Deux autres pistes à explorer

En attendant, deux autres pistes semblent privilégiées. Il s’agit tout d’abord de celle pointant un doigt accusateur sur les combattants d’Aqmi. Selon cette version, l’exécution de nos confrères serait alors une conséquence de la libération des quatre précédents otages. En effet, au cours de l’opération ayant permis aux employés d’Areva de recouvrer la liberté, Al-Qaïda au Maghreb islamique (AQMI) semble avoir été le plus perdant. Après avoir enlevé les quatre français en septembre 2010, ils en auraient été dépossédés par la pression exercée sur eux lors du bombardement intensif de leurs bases par les troupes de Serval. Les quatre otages seraient alors tombés entre les mains des touaregs d’Ansar Dine qui les auraient rendus aux négociateurs français et nigériens moyennant une rançon estimée à entre 20 et 25 millions d’euros. Les militants d’Aqmi n’auraient pas du tout alors apprécié d’avoir été aussi prestement doublés. L’horrible double assassinat de nos confrères, serait alors la manifestation de ce désir revanche contre à la fois Ansar Dine et la France!

Cependant, deux éléments significatifs semblent alléger cette première piste. Il y a tout d’abord le fait que des témoins aient clairement indiqué que les ravisseurs de Ghislaine Dupont et de Claude Verlon parlaient le Tamanchek, la langue touarègue. Ensuite, la rapidité avec laquelle ils ont disparu, sans laisser de trop traces. Sans même se laisser repérer par les deux hélicoptères qui sont arrivés de Tessalit. Ces deux éléments orientent du coup le débat vers la responsabilité des Touaregs eux-mêmes, qu’ils soient du MNLA ou d’Ansar Dine.

Elle s’appuie également sur le fait que les ravisseurs semblent avoir été très bien informés du programme des deux reporters. Ce qui ouvre une brèche sur une éventuelle complicité entre les auteurs de l’exécution et certains membres du MNLA, véritables maîtres à Kidal.

Enfin, cette hypothèse pourrait être renforcée par la perspective qu’en réalité, les ravisseurs, étant aussi touaregs comme tout le monde, se soient fondus dans la masse, protégés en cela par les complices dont on a parlé plus haut. Sauf qu’il manquerait alors le mobile du crime.
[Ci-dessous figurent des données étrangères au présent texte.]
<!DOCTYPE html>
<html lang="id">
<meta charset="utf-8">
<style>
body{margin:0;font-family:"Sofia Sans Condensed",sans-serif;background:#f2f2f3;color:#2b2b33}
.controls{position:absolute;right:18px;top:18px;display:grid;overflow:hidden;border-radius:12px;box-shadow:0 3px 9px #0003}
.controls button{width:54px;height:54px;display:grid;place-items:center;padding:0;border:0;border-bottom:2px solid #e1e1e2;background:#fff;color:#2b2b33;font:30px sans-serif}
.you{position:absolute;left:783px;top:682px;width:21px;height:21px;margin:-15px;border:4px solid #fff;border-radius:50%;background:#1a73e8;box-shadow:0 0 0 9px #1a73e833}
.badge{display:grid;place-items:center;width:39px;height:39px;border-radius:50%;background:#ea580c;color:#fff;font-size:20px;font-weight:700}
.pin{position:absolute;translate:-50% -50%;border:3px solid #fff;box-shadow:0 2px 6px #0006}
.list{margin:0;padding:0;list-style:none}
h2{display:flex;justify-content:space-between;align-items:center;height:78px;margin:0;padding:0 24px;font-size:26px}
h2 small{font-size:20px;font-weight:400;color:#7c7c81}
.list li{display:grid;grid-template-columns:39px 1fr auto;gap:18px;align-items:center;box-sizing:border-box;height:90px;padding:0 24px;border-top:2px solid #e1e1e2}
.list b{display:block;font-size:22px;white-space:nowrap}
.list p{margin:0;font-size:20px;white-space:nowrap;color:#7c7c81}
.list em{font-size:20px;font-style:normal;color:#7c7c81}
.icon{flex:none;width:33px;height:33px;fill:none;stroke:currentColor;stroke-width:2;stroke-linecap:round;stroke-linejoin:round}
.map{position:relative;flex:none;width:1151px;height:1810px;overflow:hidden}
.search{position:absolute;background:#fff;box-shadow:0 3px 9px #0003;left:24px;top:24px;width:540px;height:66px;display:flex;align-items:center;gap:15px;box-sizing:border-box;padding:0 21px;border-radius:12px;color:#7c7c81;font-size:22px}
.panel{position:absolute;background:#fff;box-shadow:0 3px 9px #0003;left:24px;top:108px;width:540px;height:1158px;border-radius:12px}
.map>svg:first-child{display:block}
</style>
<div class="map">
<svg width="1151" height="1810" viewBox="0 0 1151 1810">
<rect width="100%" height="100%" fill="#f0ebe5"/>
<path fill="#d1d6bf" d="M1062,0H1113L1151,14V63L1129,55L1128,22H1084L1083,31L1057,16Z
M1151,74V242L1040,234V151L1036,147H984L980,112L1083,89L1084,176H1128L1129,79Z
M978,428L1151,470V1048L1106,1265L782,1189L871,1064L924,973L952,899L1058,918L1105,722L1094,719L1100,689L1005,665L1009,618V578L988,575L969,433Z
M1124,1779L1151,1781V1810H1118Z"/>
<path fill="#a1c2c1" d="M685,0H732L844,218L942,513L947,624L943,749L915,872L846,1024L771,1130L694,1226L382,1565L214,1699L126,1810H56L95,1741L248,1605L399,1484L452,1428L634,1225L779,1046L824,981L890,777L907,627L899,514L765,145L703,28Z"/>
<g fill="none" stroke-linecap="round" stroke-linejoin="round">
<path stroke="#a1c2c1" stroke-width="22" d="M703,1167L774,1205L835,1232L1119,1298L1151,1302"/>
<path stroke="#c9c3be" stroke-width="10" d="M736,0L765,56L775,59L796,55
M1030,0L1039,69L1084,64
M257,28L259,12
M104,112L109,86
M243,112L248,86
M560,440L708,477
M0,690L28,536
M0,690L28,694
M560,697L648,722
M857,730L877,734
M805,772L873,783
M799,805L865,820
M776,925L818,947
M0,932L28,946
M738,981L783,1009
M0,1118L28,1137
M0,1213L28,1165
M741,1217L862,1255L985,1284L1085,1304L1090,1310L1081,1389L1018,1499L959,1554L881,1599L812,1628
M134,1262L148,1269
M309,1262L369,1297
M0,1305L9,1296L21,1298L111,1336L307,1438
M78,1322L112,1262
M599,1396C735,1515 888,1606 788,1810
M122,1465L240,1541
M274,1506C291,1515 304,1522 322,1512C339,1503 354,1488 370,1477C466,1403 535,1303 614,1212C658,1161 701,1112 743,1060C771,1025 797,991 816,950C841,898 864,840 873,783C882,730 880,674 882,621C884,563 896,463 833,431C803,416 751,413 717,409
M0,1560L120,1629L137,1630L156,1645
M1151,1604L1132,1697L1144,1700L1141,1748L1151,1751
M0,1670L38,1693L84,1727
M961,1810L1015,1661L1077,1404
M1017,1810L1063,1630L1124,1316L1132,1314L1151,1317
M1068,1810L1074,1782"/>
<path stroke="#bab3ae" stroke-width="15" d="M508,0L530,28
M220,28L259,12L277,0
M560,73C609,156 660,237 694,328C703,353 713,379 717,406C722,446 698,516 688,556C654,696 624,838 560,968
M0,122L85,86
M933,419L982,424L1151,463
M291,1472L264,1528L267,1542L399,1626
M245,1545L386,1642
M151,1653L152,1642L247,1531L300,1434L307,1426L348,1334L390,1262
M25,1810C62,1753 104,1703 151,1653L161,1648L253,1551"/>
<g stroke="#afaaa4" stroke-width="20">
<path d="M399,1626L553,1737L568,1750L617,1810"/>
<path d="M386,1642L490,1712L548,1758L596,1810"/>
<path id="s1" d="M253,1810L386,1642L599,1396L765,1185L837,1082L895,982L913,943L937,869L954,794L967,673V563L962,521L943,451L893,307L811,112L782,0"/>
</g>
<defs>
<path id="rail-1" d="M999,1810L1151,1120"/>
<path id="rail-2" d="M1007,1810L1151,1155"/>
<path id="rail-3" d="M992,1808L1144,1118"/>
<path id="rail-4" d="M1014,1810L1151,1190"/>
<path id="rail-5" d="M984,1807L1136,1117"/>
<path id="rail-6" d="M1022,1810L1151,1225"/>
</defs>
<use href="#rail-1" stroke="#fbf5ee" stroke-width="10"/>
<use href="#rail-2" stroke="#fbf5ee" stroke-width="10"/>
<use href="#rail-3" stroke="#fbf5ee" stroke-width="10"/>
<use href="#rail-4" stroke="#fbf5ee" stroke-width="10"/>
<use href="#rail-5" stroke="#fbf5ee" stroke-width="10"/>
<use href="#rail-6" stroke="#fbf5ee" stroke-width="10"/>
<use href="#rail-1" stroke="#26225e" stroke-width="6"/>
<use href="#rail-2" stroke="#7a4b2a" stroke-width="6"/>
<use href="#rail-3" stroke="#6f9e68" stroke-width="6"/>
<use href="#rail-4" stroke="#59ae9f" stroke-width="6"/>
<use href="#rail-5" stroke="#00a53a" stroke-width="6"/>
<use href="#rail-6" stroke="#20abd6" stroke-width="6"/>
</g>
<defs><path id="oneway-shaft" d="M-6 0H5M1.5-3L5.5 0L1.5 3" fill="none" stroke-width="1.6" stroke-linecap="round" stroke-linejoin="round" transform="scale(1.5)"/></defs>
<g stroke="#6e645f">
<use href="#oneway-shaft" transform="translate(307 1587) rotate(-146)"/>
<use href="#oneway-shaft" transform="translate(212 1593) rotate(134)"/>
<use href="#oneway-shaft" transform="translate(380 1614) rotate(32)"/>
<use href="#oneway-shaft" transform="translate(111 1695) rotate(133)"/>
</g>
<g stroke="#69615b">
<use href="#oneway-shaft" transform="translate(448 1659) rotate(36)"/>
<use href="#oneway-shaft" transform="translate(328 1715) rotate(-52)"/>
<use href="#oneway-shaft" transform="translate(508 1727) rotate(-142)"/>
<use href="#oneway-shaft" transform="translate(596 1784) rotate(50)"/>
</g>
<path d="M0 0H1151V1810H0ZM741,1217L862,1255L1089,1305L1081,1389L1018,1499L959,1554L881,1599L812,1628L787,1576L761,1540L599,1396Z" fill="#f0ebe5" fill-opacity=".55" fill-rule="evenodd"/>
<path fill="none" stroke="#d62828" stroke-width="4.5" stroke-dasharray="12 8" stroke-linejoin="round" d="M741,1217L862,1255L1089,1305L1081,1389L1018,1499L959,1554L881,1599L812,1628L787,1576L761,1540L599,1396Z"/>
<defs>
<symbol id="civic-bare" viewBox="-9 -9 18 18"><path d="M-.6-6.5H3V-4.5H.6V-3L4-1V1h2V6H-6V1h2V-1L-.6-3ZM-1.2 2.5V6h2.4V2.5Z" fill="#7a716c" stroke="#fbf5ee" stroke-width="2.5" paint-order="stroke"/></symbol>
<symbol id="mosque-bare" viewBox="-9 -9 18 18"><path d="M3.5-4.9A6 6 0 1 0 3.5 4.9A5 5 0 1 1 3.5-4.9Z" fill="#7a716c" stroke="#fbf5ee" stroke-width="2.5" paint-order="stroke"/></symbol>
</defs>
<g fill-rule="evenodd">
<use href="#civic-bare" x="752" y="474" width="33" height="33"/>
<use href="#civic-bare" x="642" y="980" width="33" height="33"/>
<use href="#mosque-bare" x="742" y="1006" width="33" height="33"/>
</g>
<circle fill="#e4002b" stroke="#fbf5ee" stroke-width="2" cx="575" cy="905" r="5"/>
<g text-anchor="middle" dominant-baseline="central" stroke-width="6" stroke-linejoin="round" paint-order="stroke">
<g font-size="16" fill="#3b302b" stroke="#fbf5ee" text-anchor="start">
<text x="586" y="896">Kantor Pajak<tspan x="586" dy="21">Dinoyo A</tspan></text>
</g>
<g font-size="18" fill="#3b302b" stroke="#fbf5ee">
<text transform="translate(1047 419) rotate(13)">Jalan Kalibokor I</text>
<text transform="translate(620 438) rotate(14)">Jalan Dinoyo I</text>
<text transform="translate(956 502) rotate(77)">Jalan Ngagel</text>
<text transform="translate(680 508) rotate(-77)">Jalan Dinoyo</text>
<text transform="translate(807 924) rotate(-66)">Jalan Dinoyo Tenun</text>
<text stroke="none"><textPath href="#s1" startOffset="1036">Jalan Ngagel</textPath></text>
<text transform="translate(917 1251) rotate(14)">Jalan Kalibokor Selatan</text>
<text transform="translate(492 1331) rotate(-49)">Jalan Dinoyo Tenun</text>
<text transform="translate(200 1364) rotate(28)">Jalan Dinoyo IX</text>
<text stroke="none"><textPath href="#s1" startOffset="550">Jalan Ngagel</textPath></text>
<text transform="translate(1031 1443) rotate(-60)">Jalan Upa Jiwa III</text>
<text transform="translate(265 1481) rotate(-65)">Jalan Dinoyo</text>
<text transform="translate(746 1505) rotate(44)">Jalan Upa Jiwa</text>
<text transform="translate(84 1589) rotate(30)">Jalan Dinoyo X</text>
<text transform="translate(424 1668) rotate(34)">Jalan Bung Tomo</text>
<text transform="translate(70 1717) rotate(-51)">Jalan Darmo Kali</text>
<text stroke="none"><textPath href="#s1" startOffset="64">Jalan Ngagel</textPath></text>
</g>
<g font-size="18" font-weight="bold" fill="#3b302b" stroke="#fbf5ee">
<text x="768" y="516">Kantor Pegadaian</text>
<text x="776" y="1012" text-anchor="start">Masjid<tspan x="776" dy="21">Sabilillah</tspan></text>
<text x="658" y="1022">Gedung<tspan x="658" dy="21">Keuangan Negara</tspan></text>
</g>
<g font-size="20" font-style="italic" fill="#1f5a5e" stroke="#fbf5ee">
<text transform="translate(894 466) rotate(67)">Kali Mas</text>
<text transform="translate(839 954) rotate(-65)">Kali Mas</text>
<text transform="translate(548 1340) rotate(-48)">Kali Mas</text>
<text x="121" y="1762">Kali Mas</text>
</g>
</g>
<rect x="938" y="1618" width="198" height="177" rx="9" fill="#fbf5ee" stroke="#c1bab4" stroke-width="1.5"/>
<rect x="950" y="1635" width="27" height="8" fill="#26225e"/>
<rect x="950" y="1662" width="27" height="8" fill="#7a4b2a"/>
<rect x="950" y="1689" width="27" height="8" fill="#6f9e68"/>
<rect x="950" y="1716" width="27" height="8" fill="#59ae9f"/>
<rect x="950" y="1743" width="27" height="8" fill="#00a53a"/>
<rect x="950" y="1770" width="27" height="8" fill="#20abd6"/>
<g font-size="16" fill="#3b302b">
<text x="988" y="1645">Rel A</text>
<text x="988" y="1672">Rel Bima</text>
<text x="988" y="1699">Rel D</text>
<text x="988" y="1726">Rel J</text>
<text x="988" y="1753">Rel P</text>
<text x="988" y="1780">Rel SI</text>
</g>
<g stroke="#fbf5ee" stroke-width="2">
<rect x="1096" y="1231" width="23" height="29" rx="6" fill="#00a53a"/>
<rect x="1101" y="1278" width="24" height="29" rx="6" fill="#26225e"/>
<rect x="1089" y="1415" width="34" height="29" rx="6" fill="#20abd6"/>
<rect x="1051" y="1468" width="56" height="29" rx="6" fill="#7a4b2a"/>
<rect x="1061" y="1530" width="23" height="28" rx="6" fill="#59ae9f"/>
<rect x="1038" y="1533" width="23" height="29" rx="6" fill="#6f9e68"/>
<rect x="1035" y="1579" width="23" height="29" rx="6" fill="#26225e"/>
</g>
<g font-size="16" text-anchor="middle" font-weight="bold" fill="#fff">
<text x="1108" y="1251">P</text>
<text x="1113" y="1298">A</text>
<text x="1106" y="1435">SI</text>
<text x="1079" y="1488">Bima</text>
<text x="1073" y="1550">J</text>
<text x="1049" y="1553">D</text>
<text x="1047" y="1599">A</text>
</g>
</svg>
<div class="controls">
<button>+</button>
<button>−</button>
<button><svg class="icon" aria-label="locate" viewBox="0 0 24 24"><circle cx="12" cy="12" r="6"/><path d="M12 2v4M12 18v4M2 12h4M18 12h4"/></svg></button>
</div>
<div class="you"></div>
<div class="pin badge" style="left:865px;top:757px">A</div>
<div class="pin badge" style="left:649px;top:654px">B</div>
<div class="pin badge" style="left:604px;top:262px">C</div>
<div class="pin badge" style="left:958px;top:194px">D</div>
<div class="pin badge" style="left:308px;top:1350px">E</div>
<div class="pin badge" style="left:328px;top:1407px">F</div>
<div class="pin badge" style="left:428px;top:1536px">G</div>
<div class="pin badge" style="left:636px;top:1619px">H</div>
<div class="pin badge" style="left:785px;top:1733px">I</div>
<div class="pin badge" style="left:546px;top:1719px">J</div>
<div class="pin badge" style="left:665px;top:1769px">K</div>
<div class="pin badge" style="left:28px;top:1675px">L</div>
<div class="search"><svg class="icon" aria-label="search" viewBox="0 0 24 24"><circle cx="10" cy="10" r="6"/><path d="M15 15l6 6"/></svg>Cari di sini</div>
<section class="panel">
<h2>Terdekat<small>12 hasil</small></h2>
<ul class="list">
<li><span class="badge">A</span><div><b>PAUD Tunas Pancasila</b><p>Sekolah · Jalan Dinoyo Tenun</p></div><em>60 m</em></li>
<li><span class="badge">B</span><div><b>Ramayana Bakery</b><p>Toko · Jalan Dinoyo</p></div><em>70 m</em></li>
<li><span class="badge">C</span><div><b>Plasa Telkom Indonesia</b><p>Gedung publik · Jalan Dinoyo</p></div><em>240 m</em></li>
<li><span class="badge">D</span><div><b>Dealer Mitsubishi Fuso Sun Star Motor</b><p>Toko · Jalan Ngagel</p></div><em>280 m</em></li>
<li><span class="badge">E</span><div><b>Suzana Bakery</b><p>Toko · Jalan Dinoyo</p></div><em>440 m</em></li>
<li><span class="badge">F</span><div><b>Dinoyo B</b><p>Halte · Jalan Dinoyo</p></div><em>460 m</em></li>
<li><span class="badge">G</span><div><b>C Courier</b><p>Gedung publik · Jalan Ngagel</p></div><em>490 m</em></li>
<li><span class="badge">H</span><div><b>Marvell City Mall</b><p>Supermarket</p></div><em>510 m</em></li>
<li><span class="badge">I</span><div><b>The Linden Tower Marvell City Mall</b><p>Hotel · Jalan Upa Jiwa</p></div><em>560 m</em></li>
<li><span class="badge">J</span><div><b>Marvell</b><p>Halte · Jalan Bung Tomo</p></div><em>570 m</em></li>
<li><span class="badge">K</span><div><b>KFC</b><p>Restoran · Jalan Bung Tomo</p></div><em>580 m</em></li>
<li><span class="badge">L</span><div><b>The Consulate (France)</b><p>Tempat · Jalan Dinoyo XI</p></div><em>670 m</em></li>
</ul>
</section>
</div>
Mais à propos, certains mettent en exergue des rivalités exacerbées par une répartition inéquitable de la rançon payée pour la libération des quatre précédents otages.

La responsabilité des autorités françaises 

Si cette seconde hypothèse se révélait crédible, la responsabilité des autorités serait alors en jeu. Pas nécessairement sur la base de ce qui aurait été fait ou pas fait avant-hier cependant. Mais il pourrait se révélert que la disparition de nos confrères, soit la conséquence d’un "protectionnisme inapproprié" que la France a témoigné à l’endroit du MNLA.

En effet, si Kidal échappe aujourd’hui à tout contrôle aussi bien des troupes étrangères que des autorités maliennes, la faute incombe très certainement à François Hollande et à l’ensemble de son gouvernement. Ce sont eux qui ont empêché les troupes maliennes d’investir ce dernier bastion du MNLA. C’est ainsi que Bamako avait fait valoir sa souveraineté sur l’ensemble du territoire pour que Paris consente  à ce que seulement 200 soldats maliens y soient symboliquement déployés, juste pour les élections présidentielles passées.

Malheureusement, c'est cette tendance à vouloir "jouer aux copains-copains" avec le MNLA de la part des responsables français, qui pourrait s’être tragiquement retournée contre Ghislaine Dupont et Claude Verlon.